本誌記者 曾文卉
中国共産党90歳の誕生日が間もなく訪れるのを前に、北京週報社は中国を訪問したドイツの歴史学者兼作家のゲルド・ケーネン氏にインタビューし、マルクス主義の現代社会における意義や氏の中国共産党史の研究について聞いた。
ゲルド・ケーネン氏
ケーネン氏は今年67歳。歴史学者としてこれまで、国際共産主義の歴史や東欧と早期ソ連の共産主義運動史、キューバとラテンアメリカのゲリラ戦、1968年の西洋新左派運動など、一連の歴史関連書著作を執筆した。
――「共産主義運動史」を研究する学者として、ご存知でしょうが、マルクス主義の普及は直接、各国の共産主義運動の発展ないしは中国共産党の創設を推進しました。
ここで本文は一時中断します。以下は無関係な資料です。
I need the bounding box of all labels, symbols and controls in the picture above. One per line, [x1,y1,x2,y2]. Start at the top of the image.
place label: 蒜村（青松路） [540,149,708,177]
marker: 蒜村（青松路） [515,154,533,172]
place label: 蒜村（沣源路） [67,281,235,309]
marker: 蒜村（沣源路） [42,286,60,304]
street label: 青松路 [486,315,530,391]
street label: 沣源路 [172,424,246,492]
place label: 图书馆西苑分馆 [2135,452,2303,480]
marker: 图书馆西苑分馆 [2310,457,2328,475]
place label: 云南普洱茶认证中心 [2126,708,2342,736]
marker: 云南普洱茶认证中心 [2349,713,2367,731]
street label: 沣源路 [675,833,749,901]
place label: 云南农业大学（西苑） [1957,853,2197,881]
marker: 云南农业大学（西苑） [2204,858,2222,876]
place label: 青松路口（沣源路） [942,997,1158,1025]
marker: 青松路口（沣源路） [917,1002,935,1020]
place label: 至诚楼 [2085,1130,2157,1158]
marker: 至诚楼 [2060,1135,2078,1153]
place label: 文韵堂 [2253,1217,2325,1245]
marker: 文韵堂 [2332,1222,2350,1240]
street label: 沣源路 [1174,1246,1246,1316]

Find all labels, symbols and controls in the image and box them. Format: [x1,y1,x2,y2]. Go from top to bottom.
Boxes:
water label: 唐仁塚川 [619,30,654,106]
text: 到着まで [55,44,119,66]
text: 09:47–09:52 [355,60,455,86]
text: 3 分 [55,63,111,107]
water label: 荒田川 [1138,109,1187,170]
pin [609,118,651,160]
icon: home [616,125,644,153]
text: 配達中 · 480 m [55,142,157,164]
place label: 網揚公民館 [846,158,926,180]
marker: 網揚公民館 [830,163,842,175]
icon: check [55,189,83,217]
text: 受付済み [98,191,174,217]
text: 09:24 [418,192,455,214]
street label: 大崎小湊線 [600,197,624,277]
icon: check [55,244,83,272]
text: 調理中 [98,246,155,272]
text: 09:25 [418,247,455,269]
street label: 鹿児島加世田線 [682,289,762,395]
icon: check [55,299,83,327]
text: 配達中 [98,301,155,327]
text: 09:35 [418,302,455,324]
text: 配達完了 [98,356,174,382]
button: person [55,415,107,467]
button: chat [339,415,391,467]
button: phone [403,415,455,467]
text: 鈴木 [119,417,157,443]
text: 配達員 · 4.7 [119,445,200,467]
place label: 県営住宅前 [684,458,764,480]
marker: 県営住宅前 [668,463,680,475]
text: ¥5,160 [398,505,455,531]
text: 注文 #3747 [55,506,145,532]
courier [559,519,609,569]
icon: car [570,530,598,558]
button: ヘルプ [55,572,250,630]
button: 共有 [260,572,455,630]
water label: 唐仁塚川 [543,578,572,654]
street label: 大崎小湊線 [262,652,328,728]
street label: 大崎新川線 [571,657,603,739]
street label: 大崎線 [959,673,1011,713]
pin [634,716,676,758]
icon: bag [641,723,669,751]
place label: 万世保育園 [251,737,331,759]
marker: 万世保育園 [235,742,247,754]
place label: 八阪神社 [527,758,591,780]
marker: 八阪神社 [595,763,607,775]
マルクスの「資本論」は1867年の出版ですが、21世紀の今日、マルクス主義の研究はどんな現実的な意義があるのでしょう。
マルクス自身、「わたしが知るすべては、つまり、わたしはマルクス主義者ではないということだ」、こう語っています。マルクスは相対的に開放的な思想家であって、なにか固定不変なパターンや体系といったものを構想したことはなく、それら固定された体系はいずれも彼が亡くなった後に後世の人が彼の著作にもとづいて構築したものなのです。いまも彼の作品を読むのは、早期の著作を含め、やはり大いに益するところがあると思います。早期の著作は資本主義の生産方式を研究しているばかりでなく、文化批判の傾向をより呈しています。たとえば、彼が言及している「異化」という概念ですが、これはいまでもやはり重要な意義があります。
もちろん、マルクスは19世紀の思想家です。彼が思考し、分析しているのは、彼が置かれたその時代であって、彼も自らの時代に君臨するつもりはなく、事実にもとづいて真実を求めるように、その時代の歩みとともに自らの見解を示しただけなのです。わたしたちは21世紀に暮らしていて、私たちが明確にしなければならないのは、マルクスの著作に具体的な解決方法を見いだすのではなく、そこから非常に多くのインスピレーションを見いだし、弁証的に批判する思考方式を把握することで、脳を働かせてわたしたち自身がいるこのグローバル化された社会を観察し、自らの批判的な見解を提起することです。